- **What you are asked to do**
Look through the material below. Return exactly the lines from the one with "M67 1010 70 1108" through the one with "<!-- route -->", both included.

=-=-=-=-=

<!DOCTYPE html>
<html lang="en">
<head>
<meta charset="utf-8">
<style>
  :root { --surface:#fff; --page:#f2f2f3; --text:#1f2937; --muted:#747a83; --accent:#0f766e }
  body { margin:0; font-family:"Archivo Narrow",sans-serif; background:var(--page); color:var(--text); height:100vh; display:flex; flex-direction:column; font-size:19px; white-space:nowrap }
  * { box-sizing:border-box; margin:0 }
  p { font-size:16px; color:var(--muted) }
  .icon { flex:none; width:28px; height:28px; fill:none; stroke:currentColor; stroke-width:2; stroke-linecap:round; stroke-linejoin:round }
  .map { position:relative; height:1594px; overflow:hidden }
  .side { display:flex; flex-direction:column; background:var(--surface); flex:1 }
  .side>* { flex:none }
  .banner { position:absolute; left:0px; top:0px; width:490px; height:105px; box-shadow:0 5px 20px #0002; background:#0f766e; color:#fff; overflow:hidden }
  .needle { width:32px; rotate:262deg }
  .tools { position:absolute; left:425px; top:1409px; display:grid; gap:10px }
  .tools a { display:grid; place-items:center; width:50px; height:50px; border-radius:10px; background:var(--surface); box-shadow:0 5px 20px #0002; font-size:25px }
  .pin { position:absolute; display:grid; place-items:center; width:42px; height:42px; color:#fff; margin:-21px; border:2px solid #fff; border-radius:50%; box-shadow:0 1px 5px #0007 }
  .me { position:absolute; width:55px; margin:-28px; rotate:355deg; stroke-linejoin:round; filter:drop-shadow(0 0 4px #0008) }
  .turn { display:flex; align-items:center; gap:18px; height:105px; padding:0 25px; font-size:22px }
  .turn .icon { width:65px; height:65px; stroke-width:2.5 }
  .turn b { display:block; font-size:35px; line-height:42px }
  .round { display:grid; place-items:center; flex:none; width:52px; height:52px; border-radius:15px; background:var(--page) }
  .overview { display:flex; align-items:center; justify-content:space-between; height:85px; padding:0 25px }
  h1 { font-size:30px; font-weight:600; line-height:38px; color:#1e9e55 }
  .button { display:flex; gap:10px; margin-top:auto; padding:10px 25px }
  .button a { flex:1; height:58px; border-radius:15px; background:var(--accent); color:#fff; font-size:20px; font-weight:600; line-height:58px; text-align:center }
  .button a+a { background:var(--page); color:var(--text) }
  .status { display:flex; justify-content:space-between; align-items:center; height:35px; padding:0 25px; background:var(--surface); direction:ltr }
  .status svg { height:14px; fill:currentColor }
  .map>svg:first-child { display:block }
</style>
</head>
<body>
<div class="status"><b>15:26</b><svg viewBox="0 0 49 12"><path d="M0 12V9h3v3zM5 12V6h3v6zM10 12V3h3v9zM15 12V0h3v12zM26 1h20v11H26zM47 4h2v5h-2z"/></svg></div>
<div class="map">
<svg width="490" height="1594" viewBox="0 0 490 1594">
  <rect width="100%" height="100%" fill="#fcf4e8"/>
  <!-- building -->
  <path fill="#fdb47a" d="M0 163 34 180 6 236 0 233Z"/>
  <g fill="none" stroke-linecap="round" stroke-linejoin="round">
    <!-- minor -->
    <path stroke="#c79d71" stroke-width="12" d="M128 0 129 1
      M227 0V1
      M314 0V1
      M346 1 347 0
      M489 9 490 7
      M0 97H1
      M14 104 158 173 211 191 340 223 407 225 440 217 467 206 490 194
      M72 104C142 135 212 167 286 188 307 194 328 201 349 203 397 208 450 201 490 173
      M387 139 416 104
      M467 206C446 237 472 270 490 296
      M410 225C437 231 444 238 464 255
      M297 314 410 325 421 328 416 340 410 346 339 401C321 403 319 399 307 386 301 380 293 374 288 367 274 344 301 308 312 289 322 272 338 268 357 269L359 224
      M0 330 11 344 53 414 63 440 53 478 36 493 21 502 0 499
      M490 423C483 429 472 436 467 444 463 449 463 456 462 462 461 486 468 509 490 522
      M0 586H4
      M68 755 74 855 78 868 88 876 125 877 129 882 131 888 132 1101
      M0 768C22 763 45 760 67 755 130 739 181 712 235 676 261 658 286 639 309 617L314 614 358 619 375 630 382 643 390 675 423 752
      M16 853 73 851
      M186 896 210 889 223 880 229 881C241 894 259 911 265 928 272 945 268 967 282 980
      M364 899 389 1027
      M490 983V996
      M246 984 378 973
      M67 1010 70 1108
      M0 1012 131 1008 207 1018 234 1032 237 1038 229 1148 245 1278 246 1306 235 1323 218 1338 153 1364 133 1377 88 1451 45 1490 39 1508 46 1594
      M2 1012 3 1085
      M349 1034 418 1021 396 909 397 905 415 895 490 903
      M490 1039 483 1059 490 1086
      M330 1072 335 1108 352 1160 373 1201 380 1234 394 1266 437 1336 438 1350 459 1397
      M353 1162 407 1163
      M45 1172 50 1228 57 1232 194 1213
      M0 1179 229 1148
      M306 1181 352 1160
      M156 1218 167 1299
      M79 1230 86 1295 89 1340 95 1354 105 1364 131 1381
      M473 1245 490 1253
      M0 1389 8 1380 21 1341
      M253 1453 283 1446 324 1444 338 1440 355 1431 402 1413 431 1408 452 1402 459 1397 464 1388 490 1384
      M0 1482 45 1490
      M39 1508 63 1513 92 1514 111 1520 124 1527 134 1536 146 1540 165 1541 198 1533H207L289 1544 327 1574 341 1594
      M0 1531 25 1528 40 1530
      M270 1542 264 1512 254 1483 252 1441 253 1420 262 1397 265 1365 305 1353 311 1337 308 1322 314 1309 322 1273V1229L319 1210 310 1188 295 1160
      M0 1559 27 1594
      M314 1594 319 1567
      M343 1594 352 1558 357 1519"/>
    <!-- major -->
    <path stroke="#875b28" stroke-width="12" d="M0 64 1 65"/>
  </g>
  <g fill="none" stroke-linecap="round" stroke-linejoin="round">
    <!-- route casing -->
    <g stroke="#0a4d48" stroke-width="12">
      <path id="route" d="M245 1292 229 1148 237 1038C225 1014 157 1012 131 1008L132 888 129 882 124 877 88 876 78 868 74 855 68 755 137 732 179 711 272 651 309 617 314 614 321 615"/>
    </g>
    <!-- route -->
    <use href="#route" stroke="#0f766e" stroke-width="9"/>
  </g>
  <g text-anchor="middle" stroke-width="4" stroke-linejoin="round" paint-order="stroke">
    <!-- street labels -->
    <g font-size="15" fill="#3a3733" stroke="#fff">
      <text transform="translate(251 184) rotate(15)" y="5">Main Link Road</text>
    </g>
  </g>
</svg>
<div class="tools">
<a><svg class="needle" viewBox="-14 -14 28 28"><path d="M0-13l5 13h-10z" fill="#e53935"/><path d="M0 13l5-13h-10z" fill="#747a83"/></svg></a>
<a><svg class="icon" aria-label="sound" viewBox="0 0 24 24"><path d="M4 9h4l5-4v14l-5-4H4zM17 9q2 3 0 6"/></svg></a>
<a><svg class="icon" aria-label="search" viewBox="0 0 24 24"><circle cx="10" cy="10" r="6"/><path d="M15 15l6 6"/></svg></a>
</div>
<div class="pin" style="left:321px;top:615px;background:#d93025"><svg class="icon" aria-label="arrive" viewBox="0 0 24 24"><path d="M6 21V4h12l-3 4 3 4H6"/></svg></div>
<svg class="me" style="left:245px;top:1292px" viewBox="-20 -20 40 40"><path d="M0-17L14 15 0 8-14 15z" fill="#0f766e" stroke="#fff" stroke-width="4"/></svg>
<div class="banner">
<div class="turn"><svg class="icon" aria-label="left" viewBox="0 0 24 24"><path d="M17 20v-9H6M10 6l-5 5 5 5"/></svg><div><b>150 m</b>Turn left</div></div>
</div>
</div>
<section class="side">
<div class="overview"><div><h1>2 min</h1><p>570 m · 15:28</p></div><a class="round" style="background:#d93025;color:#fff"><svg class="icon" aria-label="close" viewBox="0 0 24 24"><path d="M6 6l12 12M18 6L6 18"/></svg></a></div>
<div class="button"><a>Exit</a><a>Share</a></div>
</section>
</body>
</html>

=-=-=-=-=

- **Solution below**
      M67 1010 70 1108
      M0 1012 131 1008 207 1018 234 1032 237 1038 229 1148 245 1278 246 1306 235 1323 218 1338 153 1364 133 1377 88 1451 45 1490 39 1508 46 1594
      M2 1012 3 1085
      M349 1034 418 1021 396 909 397 905 415 895 490 903
      M490 1039 483 1059 490 1086
      M330 1072 335 1108 352 1160 373 1201 380 1234 394 1266 437 1336 438 1350 459 1397
      M353 1162 407 1163
      M45 1172 50 1228 57 1232 194 1213
      M0 1179 229 1148
      M306 1181 352 1160
      M156 1218 167 1299
      M79 1230 86 1295 89 1340 95 1354 105 1364 131 1381
      M473 1245 490 1253
      M0 1389 8 1380 21 1341
      M253 1453 283 1446 324 1444 338 1440 355 1431 402 1413 431 1408 452 1402 459 1397 464 1388 490 1384
      M0 1482 45 1490
      M39 1508 63 1513 92 1514 111 1520 124 1527 134 1536 146 1540 165 1541 198 1533H207L289 1544 327 1574 341 1594
      M0 1531 25 1528 40 1530
      M270 1542 264 1512 254 1483 252 1441 253 1420 262 1397 265 1365 305 1353 311 1337 308 1322 314 1309 322 1273V1229L319 1210 310 1188 295 1160
      M0 1559 27 1594
      M314 1594 319 1567
      M343 1594 352 1558 357 1519"/>
    <!-- major -->
    <path stroke="#875b28" stroke-width="12" d="M0 64 1 65"/>
  </g>
  <g fill="none" stroke-linecap="round" stroke-linejoin="round">
    <!-- route casing -->
    <g stroke="#0a4d48" stroke-width="12">
      <path id="route" d="M245 1292 229 1148 237 1038C225 1014 157 1012 131 1008L132 888 129 882 124 877 88 876 78 868 74 855 68 755 137 732 179 711 272 651 309 617 314 614 321 615"/>
    </g>
    <!-- route -->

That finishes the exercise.